**Exercise brief**.
Write out every line below that contains "Çıkışı".

(Stored entries)
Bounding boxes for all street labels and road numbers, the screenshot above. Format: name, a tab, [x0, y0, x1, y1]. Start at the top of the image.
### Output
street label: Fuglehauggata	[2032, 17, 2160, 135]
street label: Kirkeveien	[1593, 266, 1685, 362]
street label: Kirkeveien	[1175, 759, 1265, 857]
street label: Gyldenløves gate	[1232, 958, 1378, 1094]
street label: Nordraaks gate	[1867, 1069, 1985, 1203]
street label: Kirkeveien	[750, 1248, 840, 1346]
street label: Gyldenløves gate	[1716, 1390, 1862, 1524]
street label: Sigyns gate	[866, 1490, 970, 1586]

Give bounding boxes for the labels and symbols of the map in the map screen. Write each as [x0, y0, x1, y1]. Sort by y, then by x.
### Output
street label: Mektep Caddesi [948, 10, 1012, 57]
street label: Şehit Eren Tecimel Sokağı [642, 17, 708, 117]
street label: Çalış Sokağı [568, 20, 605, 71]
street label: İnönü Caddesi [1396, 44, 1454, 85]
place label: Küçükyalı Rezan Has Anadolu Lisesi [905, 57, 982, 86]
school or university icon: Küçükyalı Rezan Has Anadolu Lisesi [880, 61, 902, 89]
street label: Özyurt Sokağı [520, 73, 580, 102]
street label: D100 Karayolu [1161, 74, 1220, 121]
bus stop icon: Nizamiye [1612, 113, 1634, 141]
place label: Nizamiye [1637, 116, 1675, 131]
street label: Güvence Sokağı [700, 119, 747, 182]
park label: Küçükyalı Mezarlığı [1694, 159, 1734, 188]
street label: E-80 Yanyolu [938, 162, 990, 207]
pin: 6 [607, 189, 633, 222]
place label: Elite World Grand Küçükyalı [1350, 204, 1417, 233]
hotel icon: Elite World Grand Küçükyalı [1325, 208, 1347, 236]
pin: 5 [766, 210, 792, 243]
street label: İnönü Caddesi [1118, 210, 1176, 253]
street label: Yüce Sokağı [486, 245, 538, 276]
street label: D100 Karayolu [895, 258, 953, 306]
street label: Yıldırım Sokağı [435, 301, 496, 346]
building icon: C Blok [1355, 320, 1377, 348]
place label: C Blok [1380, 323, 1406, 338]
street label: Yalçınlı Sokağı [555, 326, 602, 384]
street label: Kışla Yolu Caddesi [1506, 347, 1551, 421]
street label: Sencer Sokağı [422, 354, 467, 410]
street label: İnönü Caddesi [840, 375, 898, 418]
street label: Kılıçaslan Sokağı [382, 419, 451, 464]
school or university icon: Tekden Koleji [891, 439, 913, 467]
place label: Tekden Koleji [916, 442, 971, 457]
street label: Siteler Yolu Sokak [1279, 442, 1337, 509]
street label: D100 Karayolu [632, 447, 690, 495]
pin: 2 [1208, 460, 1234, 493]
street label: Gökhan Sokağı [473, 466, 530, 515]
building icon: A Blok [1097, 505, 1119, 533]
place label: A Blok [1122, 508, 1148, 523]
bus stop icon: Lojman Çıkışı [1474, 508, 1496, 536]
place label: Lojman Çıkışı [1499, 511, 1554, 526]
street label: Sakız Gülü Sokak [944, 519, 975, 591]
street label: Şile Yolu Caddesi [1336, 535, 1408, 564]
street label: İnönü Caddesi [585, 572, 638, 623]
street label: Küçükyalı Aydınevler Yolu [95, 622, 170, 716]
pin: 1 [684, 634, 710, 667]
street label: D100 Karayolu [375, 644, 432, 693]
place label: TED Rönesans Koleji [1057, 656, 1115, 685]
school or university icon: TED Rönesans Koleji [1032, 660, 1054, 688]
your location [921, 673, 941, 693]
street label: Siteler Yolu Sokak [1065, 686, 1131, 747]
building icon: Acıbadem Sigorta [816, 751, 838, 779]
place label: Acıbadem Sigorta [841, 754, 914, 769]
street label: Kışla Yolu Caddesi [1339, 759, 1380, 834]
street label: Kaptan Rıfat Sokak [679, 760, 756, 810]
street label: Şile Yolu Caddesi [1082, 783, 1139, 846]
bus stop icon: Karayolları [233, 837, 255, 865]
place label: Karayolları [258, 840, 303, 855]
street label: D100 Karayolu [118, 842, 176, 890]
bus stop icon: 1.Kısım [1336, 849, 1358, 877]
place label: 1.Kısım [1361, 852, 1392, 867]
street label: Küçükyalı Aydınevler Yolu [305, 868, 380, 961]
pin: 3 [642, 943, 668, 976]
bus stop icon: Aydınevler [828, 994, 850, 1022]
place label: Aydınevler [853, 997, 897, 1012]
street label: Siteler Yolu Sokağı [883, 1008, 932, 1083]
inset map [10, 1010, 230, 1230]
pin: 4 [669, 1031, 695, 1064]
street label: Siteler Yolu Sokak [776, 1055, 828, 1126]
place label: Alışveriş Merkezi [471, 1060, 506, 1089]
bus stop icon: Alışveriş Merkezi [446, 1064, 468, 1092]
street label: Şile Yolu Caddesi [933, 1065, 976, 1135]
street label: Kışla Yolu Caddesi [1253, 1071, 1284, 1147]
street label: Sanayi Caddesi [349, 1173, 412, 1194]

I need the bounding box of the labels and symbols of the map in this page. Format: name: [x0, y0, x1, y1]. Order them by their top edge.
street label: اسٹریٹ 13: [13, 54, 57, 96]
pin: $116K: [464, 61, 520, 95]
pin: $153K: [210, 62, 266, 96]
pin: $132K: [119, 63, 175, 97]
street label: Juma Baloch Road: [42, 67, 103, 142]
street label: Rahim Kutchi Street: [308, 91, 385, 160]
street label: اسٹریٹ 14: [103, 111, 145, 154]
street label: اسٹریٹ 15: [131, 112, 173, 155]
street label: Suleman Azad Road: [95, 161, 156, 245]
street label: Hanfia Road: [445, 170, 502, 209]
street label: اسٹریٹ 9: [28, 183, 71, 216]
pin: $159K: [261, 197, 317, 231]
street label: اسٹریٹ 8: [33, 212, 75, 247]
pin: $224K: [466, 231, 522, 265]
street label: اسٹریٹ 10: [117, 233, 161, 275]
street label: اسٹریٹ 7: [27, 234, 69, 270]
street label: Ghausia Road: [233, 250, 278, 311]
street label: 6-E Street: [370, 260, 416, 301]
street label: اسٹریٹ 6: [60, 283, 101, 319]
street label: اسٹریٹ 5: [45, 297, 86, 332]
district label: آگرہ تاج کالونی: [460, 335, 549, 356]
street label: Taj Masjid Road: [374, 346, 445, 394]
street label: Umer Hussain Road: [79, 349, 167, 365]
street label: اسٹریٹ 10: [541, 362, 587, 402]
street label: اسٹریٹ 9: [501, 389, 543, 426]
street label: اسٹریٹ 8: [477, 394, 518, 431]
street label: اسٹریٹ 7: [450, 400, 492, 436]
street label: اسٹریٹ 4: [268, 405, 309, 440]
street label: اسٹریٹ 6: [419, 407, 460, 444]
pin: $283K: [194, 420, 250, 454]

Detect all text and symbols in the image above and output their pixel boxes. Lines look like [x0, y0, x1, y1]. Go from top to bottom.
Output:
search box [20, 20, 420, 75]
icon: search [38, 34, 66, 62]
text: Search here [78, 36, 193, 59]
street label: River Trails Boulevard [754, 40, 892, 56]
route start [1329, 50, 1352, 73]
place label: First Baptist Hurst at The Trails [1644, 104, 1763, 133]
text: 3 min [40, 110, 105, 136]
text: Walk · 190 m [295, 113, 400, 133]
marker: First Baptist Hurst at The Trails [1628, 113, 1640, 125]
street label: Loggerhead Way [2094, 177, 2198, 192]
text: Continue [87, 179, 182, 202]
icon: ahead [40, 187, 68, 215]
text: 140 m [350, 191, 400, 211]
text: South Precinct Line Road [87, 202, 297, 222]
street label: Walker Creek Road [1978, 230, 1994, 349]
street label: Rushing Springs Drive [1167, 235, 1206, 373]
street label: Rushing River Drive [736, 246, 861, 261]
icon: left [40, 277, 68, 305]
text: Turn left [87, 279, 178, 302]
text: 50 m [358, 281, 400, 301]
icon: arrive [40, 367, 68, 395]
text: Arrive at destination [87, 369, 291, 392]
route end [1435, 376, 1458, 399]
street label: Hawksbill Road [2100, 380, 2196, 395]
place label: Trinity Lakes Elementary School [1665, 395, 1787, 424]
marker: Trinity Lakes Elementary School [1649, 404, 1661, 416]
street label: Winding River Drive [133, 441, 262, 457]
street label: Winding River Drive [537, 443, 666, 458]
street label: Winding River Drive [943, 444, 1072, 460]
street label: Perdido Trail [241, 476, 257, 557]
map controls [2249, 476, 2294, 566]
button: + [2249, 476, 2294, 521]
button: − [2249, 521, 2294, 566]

**Solution for this exercise**.
bus stop icon: Lojman Çıkışı [1474, 508, 1496, 536]
place label: Lojman Çıkışı [1499, 511, 1554, 526]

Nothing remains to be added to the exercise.